Subsections (1), (2) and (5) do not apply to such a modification.
(2) Other modifications
A consent authority may, on application being made by the applicant or any other person entitled to act on a consent granted by the consent authority and subject to and in accordance with the regulations, modify the consent if—
(a) it is satisfied that the development to which the consent as modified relates is substantially the same development as the development for which consent was originally granted and before that consent as originally granted was modified (if at all), and
(b) it has consulted with the relevant Minister, public authority or approval body (within the meaning of Division 4.8) in respect of a condition imposed as a requirement of a concurrence to the consent or in accordance with the general terms of an approval proposed to be granted by the approval body and that Minister, authority or body has not, within 21 days after being consulted, objected to the modification of that consent, and
(c) it has notified the application in accordance with—
(i) the regulations, if the regulations so require, or
(ii) a development control plan, if the consent authority is a council that has made a development control plan that requires the notification or advertising of applications for modification of a development consent, and
(d) it has considered any submissions made concerning the proposed modification within the period prescribed by the regulations or provided by the development control plan, as the case may be.
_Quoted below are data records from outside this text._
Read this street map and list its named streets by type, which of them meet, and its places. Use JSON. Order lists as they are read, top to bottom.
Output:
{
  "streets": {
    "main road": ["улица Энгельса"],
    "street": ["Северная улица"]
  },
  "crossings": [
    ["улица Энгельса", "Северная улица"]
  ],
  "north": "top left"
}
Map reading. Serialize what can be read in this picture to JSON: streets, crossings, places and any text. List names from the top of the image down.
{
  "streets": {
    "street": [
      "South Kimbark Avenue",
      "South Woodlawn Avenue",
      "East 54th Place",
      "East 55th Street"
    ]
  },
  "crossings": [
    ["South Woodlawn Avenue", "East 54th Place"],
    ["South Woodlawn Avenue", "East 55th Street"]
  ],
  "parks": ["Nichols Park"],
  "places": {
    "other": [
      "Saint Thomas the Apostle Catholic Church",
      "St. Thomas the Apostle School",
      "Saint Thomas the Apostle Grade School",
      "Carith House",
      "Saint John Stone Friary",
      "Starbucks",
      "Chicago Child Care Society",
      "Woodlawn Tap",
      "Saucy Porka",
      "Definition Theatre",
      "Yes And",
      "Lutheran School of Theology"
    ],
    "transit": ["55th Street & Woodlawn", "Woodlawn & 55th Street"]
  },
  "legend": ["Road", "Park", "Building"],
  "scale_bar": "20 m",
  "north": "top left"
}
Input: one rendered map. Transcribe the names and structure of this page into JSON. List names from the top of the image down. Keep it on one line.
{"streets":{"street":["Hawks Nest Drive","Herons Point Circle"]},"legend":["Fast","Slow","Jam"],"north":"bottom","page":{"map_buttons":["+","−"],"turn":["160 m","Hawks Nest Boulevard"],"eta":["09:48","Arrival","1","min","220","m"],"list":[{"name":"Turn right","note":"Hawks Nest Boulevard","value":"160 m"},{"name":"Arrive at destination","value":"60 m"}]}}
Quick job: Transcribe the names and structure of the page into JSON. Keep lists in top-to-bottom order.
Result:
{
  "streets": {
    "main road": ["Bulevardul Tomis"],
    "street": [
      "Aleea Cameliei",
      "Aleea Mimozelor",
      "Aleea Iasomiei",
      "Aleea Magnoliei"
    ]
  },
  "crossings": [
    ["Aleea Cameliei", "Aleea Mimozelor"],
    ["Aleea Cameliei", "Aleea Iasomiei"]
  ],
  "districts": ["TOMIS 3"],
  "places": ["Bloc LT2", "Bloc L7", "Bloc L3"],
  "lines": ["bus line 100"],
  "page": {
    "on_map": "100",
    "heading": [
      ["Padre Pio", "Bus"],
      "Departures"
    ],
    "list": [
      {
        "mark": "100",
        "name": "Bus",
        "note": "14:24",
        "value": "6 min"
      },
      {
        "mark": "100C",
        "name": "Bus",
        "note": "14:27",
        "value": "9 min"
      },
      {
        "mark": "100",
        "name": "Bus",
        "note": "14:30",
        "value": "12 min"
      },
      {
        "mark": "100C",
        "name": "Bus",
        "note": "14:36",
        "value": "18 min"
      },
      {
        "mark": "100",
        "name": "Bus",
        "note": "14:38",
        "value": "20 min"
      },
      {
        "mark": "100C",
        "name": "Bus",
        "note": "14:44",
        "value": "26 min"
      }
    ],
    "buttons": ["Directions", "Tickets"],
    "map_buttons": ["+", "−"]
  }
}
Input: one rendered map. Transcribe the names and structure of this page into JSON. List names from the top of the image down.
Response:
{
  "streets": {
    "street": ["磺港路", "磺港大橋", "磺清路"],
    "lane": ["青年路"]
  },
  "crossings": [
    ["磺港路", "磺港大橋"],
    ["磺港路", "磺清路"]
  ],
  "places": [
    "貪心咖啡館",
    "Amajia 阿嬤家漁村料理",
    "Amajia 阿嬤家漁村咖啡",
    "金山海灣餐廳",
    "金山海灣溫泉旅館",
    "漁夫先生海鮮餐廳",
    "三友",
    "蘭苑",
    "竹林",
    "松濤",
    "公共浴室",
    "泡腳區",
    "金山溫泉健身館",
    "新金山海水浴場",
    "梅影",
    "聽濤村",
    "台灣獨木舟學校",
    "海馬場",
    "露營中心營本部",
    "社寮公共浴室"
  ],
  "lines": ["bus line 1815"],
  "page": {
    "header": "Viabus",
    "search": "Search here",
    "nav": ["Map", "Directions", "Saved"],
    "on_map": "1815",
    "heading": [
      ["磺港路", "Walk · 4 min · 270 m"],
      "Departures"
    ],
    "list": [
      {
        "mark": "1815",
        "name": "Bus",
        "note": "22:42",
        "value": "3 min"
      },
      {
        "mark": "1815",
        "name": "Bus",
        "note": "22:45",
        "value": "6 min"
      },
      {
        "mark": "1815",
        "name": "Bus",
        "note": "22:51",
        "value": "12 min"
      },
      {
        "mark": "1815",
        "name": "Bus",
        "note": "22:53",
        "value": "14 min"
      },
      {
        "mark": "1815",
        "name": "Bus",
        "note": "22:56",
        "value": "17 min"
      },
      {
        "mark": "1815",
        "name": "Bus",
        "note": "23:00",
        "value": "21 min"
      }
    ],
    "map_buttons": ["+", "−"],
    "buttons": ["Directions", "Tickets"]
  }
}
Subsections (1) and (1A) do not apply to such a modification.
(3) In determining an application for modification of a consent under this section, the consent authority must take into consideration such of the matters referred to in section 4.15(1) as are of relevance to the development the subject of the application. The consent authority must also take into consideration the reasons given by the consent authority for the grant of the consent that is sought to be modified.
(4) The modification of a development consent in accordance with this section is taken not to be the granting of development consent under this Part, but a reference in this or any other Act to a development consent includes a reference to a development consent as so modified.
……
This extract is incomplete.